Thursday

KAWLIGA


by Randy Reynolds

Dad was greeting visitors in the front yard when Kawliga came flying up the gravel road with Ricky aboard yelling,“Whoa! Whoa! Stop, horse!” but Kawliga had the bit in his teeth and hit the wet grass at full speed. From there, it looked like a combination of ice skating and plowing as Kawliga slipped this way and that, hooves cutting deep furrows in the yard. After throwing up a significant amount of turf, Kawliga slid to a stop and snorted.

(Over my objections, my sister Ronda got to ride him once and Kawliga came back without her, the saddle dangling under his belly.

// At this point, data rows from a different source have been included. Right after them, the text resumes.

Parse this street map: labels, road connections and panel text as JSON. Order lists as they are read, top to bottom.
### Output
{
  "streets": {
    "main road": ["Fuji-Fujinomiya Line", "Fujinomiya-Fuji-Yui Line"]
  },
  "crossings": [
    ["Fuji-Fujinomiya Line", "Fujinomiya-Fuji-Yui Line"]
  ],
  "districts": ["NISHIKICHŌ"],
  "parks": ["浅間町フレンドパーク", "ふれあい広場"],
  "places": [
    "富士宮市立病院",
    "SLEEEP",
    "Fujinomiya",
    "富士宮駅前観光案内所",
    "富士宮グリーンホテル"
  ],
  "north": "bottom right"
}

I took quite a whipping for that one because Daddy had it in his mind that I had purposely cinched the saddle too loosely. He was wrong, but that’s another story.)

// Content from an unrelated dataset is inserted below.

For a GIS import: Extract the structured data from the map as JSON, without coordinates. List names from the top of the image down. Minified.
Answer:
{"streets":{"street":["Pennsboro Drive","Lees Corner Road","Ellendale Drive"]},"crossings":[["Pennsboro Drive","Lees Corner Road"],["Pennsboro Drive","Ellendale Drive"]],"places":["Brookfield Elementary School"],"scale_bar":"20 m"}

Jim Fitzgerald, the church member who sold us the horse, claimed Kawliga was scrawny because all “Choctaw” ponies were like that, and I bragged in Ag class at Lee Road School about having a horse from that unique breed. Keith Sharp and his buddies laughed and said there was no such thing.

Not only is he a Choctaw pony, but he’s faster than any horse y’all have!”

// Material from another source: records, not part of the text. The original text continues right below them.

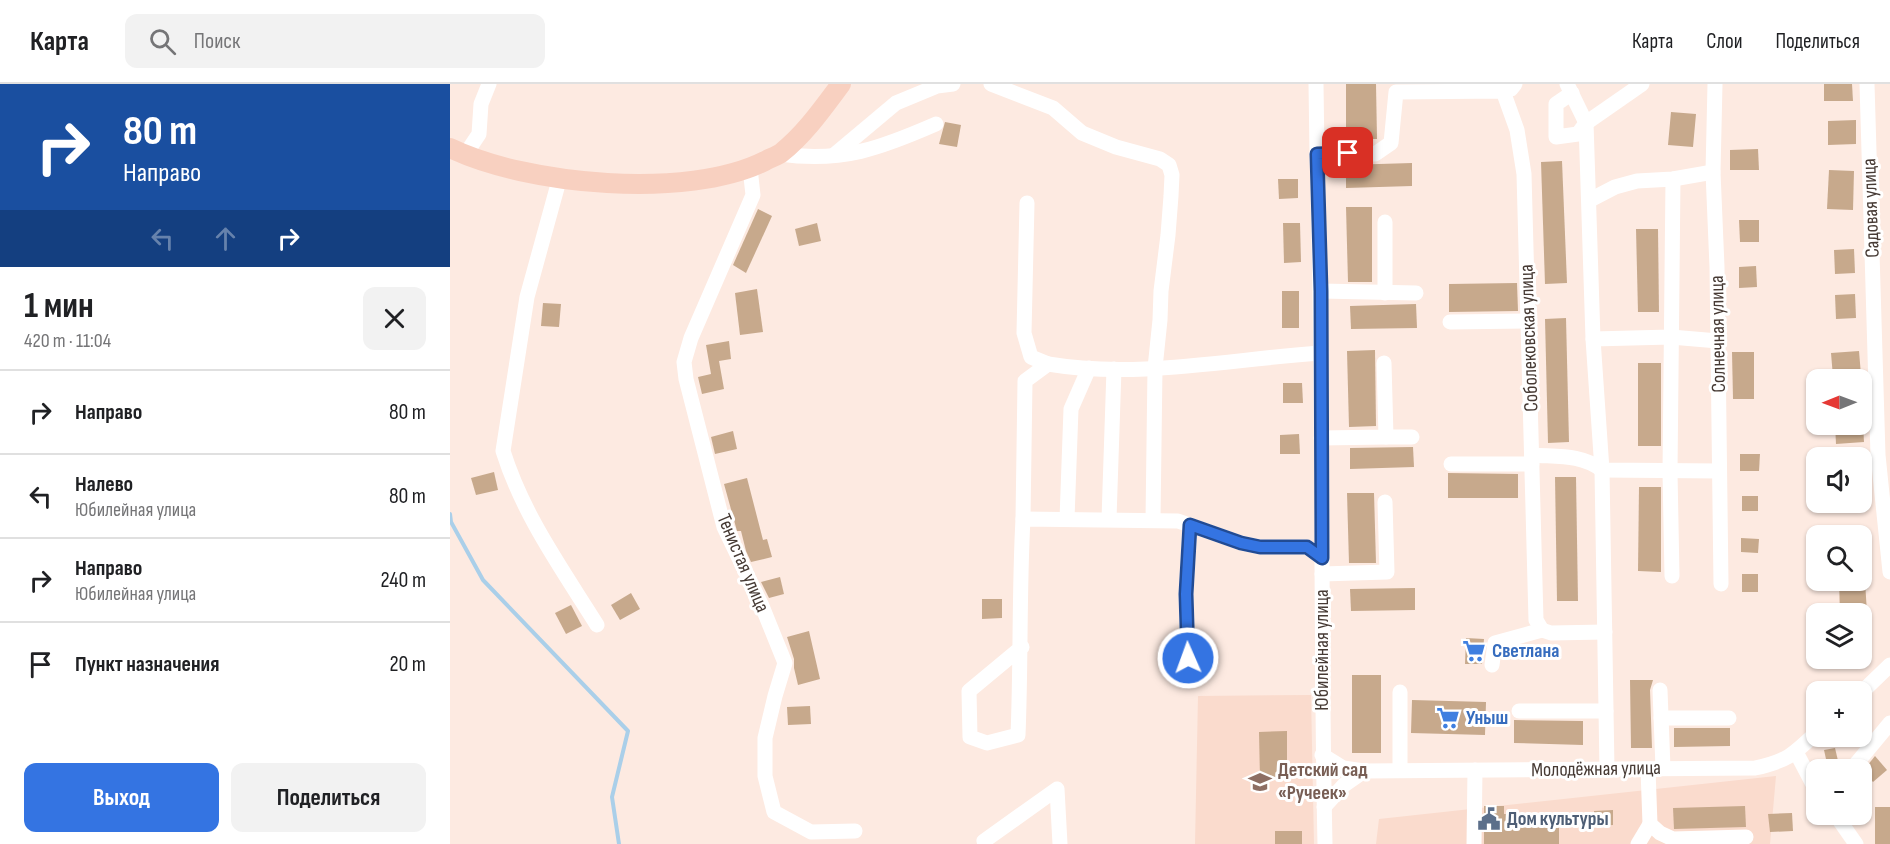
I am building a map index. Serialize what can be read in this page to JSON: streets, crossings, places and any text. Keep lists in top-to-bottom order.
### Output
{
  "streets": {
    "street": [
      "Садовая улица",
      "Солнечная улица",
      "Соболековская улица",
      "Тенистая улица",
      "Юбилейная улица",
      "Молодёжная улица"
    ]
  },
  "crossings": [
    ["Соболековская улица", "Юбилейная улица"],
    ["Юбилейная улица", "Молодёжная улица"]
  ],
  "places": {
    "supermarket": ["Светлана", "Уныш"],
    "school or university": ["Детский сад «Ручеек»"],
    "public building": ["Дом культуры"]
  },
  "north": "left",
  "page": {
    "header": "Карта",
    "search": "Поиск",
    "nav": ["Карта", "Слои", "Поделиться"],
    "turn": ["80 m", "Направо"],
    "heading": ["1 мин", "420 m · 11:04"],
    "list": [
      {
        "name": "Направо",
        "value": "80 m"
      },
      {
        "name": "Налево",
        "note": "Юбилейная улица",
        "value": "80 m"
      },
      {
        "name": "Направо",
        "note": "Юбилейная улица",
        "value": "240 m"
      },
      {
        "name": "Пункт назначения",
        "value": "20 m"
      }
    ],
    "map_buttons": ["+", "−"],
    "buttons": ["Выход", "Поделиться"]
  }
}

“Then how ‘bout a race?” said Keith.

I never shrank from a challenge. “Any time,” I said. “And let’s do it for money. How about fifty cents to enter and the winner takes all?”

I had tried the fifty-cent routine before: after practicing with a fiberglass bow from Christmas ‘til midsummer, I organized an archery tournament on the first day of Youth Camp—fifty cents to enter, winner-take-all. I felt a little guilty for being such an expert, knowing I was about to take the money of my Shepherd’s Fold friends as well as from other preacher’s sons from around the state; but, hey, fifty cents was all I had to spend for the week at camp and I needed to supplement those funds if I was going to buy a girl a coke or a snow-cone every day.

Alas, I got off a bad shot and lost my money, so I spent the week with zero funds and bought zero refreshments for the girls.

I rode bareback the day I took Kawliga to race the quarter horses, thinking the less weight the better our chances. Keith and his posse met me on Lee Road and we decided to race on the grassy shoulder between a pasture fence and the ditch. The other boys said disrespectful things about my wiry “Choctaw” pony and, truth be known, he did look puny beside their hefty quarter horses. We appointed one boy to hold the money and soon enough we had our race… which was over in about the time it took me to lean forward and kick Kawliga in the ribs. I never saw anything on four legs move as fast as those real quarter horses! This put my friends from Ag in a great mood and lots of laughter and jawing ensued.

The only excuse I could think of was that I was bareback and the other boys had saddles. One jump and they were up to speed, but bareback, a leap like that would have put me in the dirt. Yeah, that must have been the reason.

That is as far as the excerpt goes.